Segment Open

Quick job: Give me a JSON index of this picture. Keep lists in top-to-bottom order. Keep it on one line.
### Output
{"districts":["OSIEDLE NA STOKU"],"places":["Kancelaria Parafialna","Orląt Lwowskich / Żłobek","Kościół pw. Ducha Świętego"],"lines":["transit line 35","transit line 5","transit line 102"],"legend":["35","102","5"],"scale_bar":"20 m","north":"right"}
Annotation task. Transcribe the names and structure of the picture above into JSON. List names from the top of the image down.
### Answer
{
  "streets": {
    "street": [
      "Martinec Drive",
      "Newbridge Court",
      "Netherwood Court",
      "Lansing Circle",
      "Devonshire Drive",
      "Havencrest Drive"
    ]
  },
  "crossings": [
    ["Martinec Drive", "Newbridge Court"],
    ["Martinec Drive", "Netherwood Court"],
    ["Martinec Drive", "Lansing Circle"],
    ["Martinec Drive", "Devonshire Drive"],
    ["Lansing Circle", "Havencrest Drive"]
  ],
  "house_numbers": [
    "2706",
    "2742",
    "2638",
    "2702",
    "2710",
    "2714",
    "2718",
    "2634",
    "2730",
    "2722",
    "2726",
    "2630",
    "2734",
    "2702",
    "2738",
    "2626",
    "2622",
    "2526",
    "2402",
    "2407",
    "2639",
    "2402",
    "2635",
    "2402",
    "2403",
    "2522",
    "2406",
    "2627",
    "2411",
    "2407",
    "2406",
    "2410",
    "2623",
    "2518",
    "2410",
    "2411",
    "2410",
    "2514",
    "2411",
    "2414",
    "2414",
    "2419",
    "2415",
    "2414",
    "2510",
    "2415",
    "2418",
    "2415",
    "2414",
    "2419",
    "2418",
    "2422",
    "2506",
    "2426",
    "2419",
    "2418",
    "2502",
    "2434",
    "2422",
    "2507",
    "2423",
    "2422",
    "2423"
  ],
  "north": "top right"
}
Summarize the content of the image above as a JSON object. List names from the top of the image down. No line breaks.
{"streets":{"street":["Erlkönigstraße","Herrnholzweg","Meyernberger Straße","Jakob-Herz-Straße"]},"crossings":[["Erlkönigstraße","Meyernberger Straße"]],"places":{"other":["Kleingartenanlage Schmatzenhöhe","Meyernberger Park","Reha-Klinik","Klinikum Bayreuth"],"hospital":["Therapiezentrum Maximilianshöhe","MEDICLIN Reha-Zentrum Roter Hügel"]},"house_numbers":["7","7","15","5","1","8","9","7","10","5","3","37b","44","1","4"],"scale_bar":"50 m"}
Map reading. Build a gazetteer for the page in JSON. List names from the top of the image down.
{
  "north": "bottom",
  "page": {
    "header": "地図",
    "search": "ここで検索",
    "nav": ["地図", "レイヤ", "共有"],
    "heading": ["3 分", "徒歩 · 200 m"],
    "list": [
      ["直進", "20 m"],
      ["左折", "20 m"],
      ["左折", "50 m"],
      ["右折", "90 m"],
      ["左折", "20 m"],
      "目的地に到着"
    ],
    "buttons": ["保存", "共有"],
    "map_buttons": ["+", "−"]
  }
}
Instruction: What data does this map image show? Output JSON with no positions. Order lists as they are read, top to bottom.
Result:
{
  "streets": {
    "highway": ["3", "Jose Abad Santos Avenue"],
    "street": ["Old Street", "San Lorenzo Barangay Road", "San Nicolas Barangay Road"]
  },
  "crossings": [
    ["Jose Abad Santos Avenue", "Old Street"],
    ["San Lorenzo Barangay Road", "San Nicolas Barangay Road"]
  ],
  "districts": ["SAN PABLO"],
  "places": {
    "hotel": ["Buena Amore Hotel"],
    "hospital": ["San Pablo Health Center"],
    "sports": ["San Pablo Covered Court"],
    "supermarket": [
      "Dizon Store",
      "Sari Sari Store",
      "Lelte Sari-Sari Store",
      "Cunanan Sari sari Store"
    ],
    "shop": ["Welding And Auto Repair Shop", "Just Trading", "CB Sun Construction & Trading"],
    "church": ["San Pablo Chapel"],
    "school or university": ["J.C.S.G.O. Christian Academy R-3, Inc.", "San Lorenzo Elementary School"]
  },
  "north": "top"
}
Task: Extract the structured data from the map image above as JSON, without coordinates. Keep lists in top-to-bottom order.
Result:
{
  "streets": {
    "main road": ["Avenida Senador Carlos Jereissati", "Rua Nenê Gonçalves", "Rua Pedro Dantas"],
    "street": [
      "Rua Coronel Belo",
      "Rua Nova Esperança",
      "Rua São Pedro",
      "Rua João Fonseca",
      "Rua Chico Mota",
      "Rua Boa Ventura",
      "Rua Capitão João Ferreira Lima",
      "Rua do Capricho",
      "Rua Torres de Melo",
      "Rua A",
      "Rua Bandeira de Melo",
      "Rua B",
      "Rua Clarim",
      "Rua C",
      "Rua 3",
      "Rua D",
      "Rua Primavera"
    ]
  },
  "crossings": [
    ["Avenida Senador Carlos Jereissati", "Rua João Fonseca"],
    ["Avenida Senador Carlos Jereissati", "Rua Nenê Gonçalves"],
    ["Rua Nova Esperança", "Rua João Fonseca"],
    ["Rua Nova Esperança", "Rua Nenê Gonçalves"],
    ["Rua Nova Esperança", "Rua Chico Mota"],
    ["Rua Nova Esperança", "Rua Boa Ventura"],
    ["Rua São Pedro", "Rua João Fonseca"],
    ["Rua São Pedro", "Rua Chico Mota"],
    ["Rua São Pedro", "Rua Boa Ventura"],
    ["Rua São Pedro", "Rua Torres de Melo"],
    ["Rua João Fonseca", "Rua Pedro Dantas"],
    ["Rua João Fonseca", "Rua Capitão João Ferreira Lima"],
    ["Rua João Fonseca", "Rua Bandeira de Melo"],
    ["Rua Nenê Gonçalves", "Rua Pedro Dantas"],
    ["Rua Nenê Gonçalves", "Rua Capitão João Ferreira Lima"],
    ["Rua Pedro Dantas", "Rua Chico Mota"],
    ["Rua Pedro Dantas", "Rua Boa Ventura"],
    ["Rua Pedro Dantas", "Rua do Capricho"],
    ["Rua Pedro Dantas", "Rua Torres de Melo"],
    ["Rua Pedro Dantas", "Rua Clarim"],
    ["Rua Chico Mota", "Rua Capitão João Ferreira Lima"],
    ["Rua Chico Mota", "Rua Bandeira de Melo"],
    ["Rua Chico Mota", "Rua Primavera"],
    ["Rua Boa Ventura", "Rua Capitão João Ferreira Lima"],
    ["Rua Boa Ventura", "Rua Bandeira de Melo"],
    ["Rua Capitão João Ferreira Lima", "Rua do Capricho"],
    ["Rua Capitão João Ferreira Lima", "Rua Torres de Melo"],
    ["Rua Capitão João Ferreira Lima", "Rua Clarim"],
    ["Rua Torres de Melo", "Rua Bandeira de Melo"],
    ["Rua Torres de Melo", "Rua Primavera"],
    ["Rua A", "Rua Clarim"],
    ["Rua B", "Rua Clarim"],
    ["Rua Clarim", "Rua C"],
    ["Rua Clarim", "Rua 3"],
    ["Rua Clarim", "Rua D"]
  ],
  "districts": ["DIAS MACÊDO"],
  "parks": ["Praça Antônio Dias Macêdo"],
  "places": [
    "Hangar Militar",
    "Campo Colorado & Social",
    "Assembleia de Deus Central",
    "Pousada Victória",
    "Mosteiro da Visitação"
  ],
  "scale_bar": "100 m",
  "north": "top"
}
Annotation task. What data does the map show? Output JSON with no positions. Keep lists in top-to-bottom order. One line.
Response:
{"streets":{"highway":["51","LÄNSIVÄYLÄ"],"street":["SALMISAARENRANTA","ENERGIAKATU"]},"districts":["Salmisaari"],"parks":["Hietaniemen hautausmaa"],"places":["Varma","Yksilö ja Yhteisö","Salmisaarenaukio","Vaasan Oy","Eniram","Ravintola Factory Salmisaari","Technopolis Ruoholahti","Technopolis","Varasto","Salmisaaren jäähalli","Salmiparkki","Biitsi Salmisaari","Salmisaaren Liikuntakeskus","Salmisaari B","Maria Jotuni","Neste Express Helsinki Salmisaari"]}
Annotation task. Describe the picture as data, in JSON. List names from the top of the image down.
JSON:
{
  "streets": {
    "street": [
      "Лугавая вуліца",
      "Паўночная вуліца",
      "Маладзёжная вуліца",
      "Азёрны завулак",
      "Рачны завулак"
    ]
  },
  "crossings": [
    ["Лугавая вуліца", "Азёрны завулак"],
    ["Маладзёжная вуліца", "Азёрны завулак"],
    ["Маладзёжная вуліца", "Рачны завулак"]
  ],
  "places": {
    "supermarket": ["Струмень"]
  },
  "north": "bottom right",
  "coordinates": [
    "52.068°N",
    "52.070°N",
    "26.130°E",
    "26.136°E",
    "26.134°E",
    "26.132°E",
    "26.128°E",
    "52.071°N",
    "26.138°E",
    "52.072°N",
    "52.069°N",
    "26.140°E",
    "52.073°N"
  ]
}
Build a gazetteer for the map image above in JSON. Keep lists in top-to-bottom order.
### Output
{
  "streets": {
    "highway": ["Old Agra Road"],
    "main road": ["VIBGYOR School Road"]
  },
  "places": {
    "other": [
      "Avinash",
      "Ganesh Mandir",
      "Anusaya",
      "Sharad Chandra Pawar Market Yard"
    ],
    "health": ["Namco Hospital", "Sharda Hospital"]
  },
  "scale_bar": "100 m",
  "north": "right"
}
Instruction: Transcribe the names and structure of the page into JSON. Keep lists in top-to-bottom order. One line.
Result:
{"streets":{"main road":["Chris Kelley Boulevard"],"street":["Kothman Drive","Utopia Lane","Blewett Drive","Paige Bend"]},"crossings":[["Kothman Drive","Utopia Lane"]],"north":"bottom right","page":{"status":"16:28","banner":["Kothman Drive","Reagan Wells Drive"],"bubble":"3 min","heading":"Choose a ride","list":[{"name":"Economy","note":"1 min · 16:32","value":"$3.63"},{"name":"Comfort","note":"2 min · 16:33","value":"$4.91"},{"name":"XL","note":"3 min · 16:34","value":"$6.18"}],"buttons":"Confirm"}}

Segment Closed

> What you have to do: Nothing but the lines from the one with "Instruction: Transcribe the" through the last line of the entries should be repeated, and those exactly.

> Output of the task:
Instruction: Transcribe the names and structure of the page into JSON. Keep lists in top-to-bottom order. One line.
Result:
{"streets":{"main road":["Chris Kelley Boulevard"],"street":["Kothman Drive","Utopia Lane","Blewett Drive","Paige Bend"]},"crossings":[["Kothman Drive","Utopia Lane"]],"north":"bottom right","page":{"status":"16:28","banner":["Kothman Drive","Reagan Wells Drive"],"bubble":"3 min","heading":"Choose a ride","list":[{"name":"Economy","note":"1 min · 16:32","value":"$3.63"},{"name":"Comfort","note":"2 min · 16:33","value":"$4.91"},{"name":"XL","note":"3 min · 16:34","value":"$6.18"}],"buttons":"Confirm"}}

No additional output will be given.